As for the labor force, deporting illegal immigrants, as Trump has proposed, is expected to reduce available workers in an already low unemployment rate environment.

“Now there are 11 million undocumented immigrants,” Chowdhury said. “If a large portion of that group is sent back, you will see a drop in the labor force. That will, in my opinion, negatively affect economic activity and GDP.”

And Trump has promised to lower the corporate tax rate from 35 percent to 15 percent. Companies can expect better profits as a result, unless they have multinational exposure, he said.

“Trump has talked about how he will lower the taxes on companies that want to repatriate their money from abroad,” Chowdhury said. “A lot of multinational companies in the U.S. have a significant amount of cash overseas. If he does that, then you can expect to see a return of some of that money to the U.S.”

The MMAC supports a lower corporate tax rate and expects it will make U.S. businesses more competitive.

“If you have a tax code that penalizes you for doing business overseas and making profits overseas relative to companies who are located outside the country, it hurts your competitiveness,” Baas said. “We need to realize every day that we’re in a global competition and we need a tax code that’s a competitive advantage.

Reduced government regulation is also on Trump’s to-do list, and is likely to impact businesses.

“Given what Trump has said in his campaigning, he wants to have less regulation, so that will obviously have an impact on the banking industry in general, on a large number of firms,” Chowdhury said.

Trump’s campaign platform proposes creating 25 million new U.S. jobs over the next decade. At least in Wisconsin, the main challenge is not creating jobs, but filling existing jobs, Bauer said.

“I think it’s hard to fill that many jobs without probably bringing in people from outside the country,” he said.

Wisconsin’s agricultural community voiced the need for a smart immigration policy to address those workforce needs when Trump visited Wisconsin, Bauer said. And the state’s farmers and manufacturers are targeting growing Asian markets for exports.

“Trade is going to be important and if he follows through on what he had said, that he’s not anti-trade, he just wants fair trade deals, then I think my members will be fine,” Bauer said.

But Bauer said he would like Trump to be more specific on some of his policy proposals during the transition period.
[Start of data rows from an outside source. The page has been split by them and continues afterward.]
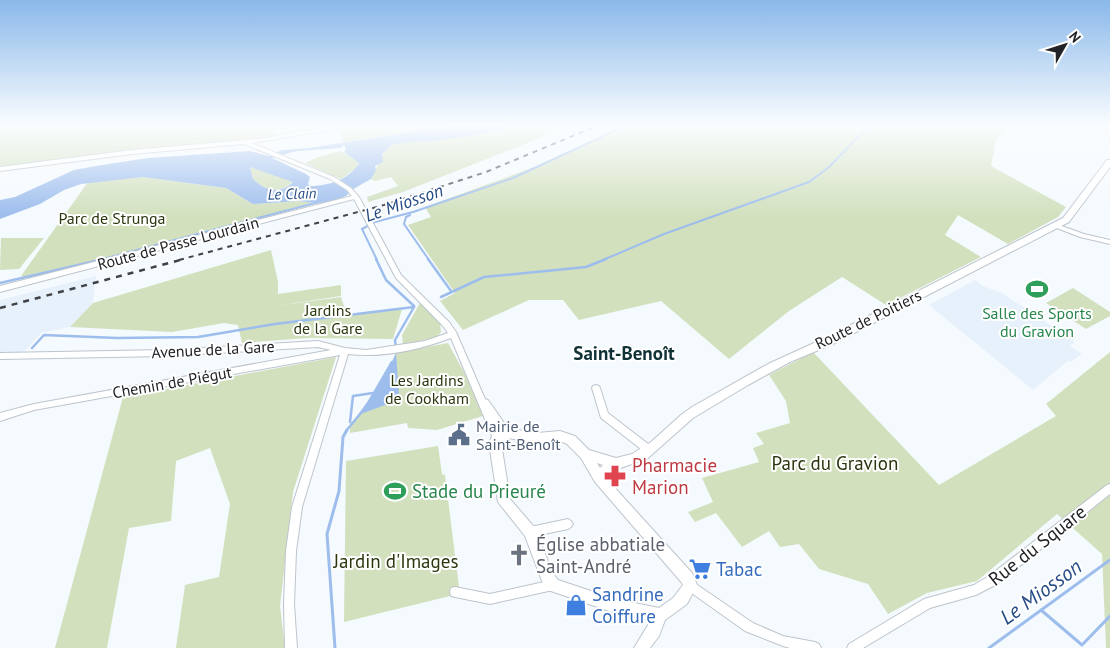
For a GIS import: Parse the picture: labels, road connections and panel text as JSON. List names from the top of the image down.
{
  "streets": {
    "street": [
      "Route de Passe Lourdain",
      "Route de Poitiers",
      "Avenue de la Gare",
      "Chemin de Piégut",
      "Rue du Square"
    ]
  },
  "crossings": [
    ["Avenue de la Gare", "Chemin de Piégut"]
  ],
  "districts": ["Saint-Benoît"],
  "water": ["Le Clain", "Le Miosson"],
  "parks": [
    "Parc de Strunga",
    "Jardins de la Gare",
    "Les Jardins de Cookham",
    "Parc du Gravion",
    "Jardin d'Images"
  ],
  "places": {
    "sports": ["Salle des Sports du Gravion", "Stade du Prieuré"],
    "public building": ["Mairie de Saint-Benoît"],
    "pharmacy": ["Pharmacie Marion"],
    "church": ["Église abbatiale Saint-André"],
    "supermarket": ["Tabac"],
    "shop": ["Sandrine Coiffure"]
  },
  "north": "top right"
}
“I think that there’s a general optimism and we’ll have to see now during the transition period if President-elect Trump gets more specific about the things he outlined on the campaign trail,” he said.

Some of Trump’s policies don’t match what Congressional Republicans have traditionally supported, so the party’s different factions will need to find common ground, Lee said. He called Trump’s election a political revolution.

“If the traditional Republican platform was for free trade and the benefits of immigration, that is not what Donald Trump stands for,” Lee said. “He is not a chamber of commerce Republican and he’s not even a Tea Party or evangelical Republican. He’s a new kind of Republican.”